Which of the lines in the records below hold the string "button"? Copy every one of them.

(Data supplied Opens)

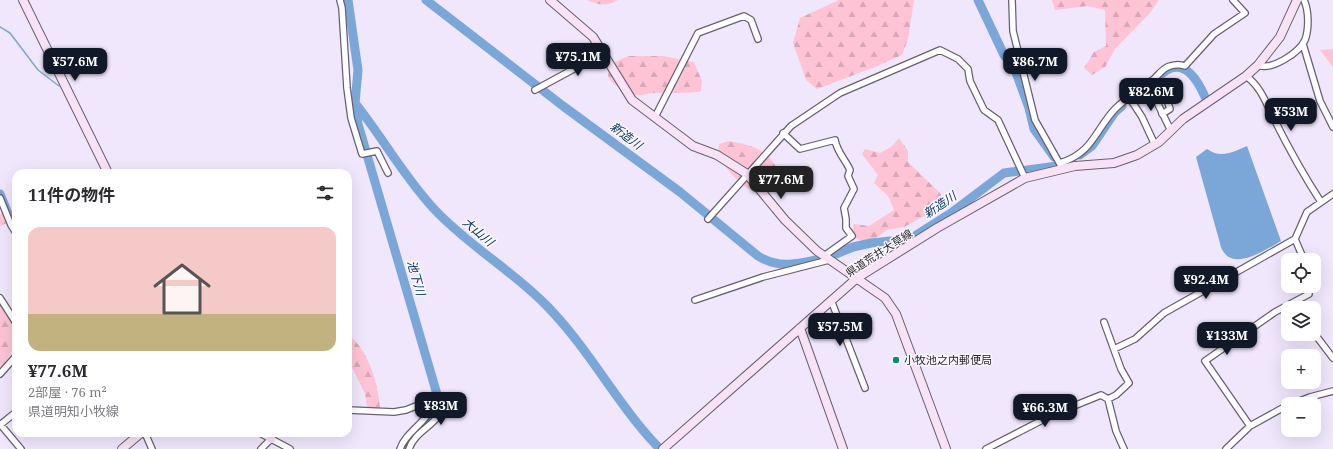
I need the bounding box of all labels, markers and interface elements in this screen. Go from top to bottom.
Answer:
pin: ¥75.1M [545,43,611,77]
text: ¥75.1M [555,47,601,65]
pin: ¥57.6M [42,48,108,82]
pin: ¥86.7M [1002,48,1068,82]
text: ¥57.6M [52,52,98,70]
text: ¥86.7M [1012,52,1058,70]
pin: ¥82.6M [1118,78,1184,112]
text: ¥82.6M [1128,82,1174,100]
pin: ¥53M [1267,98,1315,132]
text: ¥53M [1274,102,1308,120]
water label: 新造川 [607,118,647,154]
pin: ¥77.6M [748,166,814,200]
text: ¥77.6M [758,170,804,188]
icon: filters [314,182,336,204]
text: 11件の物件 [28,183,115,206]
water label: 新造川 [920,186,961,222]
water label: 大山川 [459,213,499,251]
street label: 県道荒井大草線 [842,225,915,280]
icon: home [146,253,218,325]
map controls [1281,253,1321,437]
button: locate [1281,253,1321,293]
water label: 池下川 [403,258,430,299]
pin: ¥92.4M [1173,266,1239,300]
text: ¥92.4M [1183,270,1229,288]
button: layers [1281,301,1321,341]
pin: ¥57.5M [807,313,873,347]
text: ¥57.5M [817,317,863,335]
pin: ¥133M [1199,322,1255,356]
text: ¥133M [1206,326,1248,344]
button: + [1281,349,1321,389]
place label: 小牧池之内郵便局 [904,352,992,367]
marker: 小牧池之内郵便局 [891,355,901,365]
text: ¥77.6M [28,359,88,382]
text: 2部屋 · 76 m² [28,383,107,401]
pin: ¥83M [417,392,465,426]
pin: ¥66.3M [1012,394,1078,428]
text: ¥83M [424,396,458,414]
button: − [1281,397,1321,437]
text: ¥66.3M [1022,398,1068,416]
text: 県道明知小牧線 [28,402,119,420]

(Data supplied Closes)

*Response to the exercise:*
button: locate [1281,253,1321,293]
button: layers [1281,301,1321,341]
button: + [1281,349,1321,389]
button: − [1281,397,1321,437]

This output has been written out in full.